● **What you have to do**
Reproduce the entries exactly.

● **Data**
========================================================================

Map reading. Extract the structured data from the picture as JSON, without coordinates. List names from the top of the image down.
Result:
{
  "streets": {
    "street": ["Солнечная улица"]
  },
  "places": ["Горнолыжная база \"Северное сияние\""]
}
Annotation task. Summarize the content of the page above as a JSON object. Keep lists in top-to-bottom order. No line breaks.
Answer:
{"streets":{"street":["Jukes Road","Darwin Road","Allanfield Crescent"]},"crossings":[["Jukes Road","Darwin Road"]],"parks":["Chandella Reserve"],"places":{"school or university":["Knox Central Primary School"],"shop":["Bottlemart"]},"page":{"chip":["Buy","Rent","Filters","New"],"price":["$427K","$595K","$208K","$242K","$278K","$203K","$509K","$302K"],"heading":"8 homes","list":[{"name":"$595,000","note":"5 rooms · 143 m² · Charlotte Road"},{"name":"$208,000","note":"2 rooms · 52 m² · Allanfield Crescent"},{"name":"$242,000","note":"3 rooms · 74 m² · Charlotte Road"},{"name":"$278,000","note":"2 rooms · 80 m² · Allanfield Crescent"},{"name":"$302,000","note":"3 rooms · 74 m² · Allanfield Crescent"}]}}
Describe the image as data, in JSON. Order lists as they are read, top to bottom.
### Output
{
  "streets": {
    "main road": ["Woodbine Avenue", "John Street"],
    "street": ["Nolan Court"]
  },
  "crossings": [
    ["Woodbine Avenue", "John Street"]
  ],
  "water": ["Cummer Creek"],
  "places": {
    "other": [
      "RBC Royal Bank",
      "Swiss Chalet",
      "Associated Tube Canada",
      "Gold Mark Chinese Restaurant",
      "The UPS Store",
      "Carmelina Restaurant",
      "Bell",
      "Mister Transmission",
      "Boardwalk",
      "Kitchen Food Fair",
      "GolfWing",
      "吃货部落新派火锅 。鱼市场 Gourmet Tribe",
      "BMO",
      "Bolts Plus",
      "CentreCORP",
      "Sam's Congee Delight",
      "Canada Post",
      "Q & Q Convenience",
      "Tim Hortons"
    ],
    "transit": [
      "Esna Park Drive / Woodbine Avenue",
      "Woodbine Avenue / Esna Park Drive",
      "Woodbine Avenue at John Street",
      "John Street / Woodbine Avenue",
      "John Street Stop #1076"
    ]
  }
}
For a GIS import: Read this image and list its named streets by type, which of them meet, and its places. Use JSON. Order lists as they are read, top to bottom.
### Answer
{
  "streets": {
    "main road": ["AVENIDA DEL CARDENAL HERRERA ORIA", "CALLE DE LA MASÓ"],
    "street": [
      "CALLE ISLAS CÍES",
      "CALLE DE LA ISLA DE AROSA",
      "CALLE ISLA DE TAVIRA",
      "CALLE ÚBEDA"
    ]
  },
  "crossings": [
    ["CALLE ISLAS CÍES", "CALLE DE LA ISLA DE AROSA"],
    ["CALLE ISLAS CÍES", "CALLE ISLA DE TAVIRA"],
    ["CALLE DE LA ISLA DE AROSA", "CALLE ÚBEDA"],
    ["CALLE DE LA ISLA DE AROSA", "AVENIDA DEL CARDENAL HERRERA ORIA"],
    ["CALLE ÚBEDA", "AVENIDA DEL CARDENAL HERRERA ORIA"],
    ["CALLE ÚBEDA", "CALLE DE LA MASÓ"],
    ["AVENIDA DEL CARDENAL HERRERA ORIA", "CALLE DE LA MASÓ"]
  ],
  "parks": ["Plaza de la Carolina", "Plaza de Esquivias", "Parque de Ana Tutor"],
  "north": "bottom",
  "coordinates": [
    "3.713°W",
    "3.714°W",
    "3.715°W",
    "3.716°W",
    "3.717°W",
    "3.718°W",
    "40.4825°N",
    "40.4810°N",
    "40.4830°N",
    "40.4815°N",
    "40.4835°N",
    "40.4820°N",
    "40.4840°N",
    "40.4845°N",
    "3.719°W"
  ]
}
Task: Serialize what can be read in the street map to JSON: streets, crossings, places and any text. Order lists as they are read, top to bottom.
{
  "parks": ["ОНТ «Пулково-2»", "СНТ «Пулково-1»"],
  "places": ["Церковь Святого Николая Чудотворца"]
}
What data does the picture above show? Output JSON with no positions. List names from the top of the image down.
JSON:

========================================================================

● **Task result**
Map reading. Extract the structured data from the picture as JSON, without coordinates. List names from the top of the image down.
Result:
{
  "streets": {
    "street": ["Солнечная улица"]
  },
  "places": ["Горнолыжная база \"Северное сияние\""]
}
Annotation task. Summarize the content of the page above as a JSON object. Keep lists in top-to-bottom order. No line breaks.
Answer:
{"streets":{"street":["Jukes Road","Darwin Road","Allanfield Crescent"]},"crossings":[["Jukes Road","Darwin Road"]],"parks":["Chandella Reserve"],"places":{"school or university":["Knox Central Primary School"],"shop":["Bottlemart"]},"page":{"chip":["Buy","Rent","Filters","New"],"price":["$427K","$595K","$208K","$242K","$278K","$203K","$509K","$302K"],"heading":"8 homes","list":[{"name":"$595,000","note":"5 rooms · 143 m² · Charlotte Road"},{"name":"$208,000","note":"2 rooms · 52 m² · Allanfield Crescent"},{"name":"$242,000","note":"3 rooms · 74 m² · Charlotte Road"},{"name":"$278,000","note":"2 rooms · 80 m² · Allanfield Crescent"},{"name":"$302,000","note":"3 rooms · 74 m² · Allanfield Crescent"}]}}
Describe the image as data, in JSON. Order lists as they are read, top to bottom.
### Output
{
  "streets": {
    "main road": ["Woodbine Avenue", "John Street"],
    "street": ["Nolan Court"]
  },
  "crossings": [
    ["Woodbine Avenue", "John Street"]
  ],
  "water": ["Cummer Creek"],
  "places": {
    "other": [
      "RBC Royal Bank",
      "Swiss Chalet",
      "Associated Tube Canada",
      "Gold Mark Chinese Restaurant",
      "The UPS Store",
      "Carmelina Restaurant",
      "Bell",
      "Mister Transmission",
      "Boardwalk",
      "Kitchen Food Fair",
      "GolfWing",
      "吃货部落新派火锅 。鱼市场 Gourmet Tribe",
      "BMO",
      "Bolts Plus",
      "CentreCORP",
      "Sam's Congee Delight",
      "Canada Post",
      "Q & Q Convenience",
      "Tim Hortons"
    ],
    "transit": [
      "Esna Park Drive / Woodbine Avenue",
      "Woodbine Avenue / Esna Park Drive",
      "Woodbine Avenue at John Street",
      "John Street / Woodbine Avenue",
      "John Street Stop #1076"
    ]
  }
}
For a GIS import: Read this image and list its named streets by type, which of them meet, and its places. Use JSON. Order lists as they are read, top to bottom.
### Answer
{
  "streets": {
    "main road": ["AVENIDA DEL CARDENAL HERRERA ORIA", "CALLE DE LA MASÓ"],
    "street": [
      "CALLE ISLAS CÍES",
      "CALLE DE LA ISLA DE AROSA",
      "CALLE ISLA DE TAVIRA",
      "CALLE ÚBEDA"
    ]
  },
  "crossings": [
    ["CALLE ISLAS CÍES", "CALLE DE LA ISLA DE AROSA"],
    ["CALLE ISLAS CÍES", "CALLE ISLA DE TAVIRA"],
    ["CALLE DE LA ISLA DE AROSA", "CALLE ÚBEDA"],
    ["CALLE DE LA ISLA DE AROSA", "AVENIDA DEL CARDENAL HERRERA ORIA"],
    ["CALLE ÚBEDA", "AVENIDA DEL CARDENAL HERRERA ORIA"],
    ["CALLE ÚBEDA", "CALLE DE LA MASÓ"],
    ["AVENIDA DEL CARDENAL HERRERA ORIA", "CALLE DE LA MASÓ"]
  ],
  "parks": ["Plaza de la Carolina", "Plaza de Esquivias", "Parque de Ana Tutor"],
  "north": "bottom",
  "coordinates": [
    "3.713°W",
    "3.714°W",
    "3.715°W",
    "3.716°W",
    "3.717°W",
    "3.718°W",
    "40.4825°N",
    "40.4810°N",
    "40.4830°N",
    "40.4815°N",
    "40.4835°N",
    "40.4820°N",
    "40.4840°N",
    "40.4845°N",
    "3.719°W"
  ]
}
Task: Serialize what can be read in the street map to JSON: streets, crossings, places and any text. Order lists as they are read, top to bottom.
{
  "parks": ["ОНТ «Пулково-2»", "СНТ «Пулково-1»"],
  "places": ["Церковь Святого Николая Чудотворца"]
}
What data does the picture above show? Output JSON with no positions. List names from the top of the image down.
JSON:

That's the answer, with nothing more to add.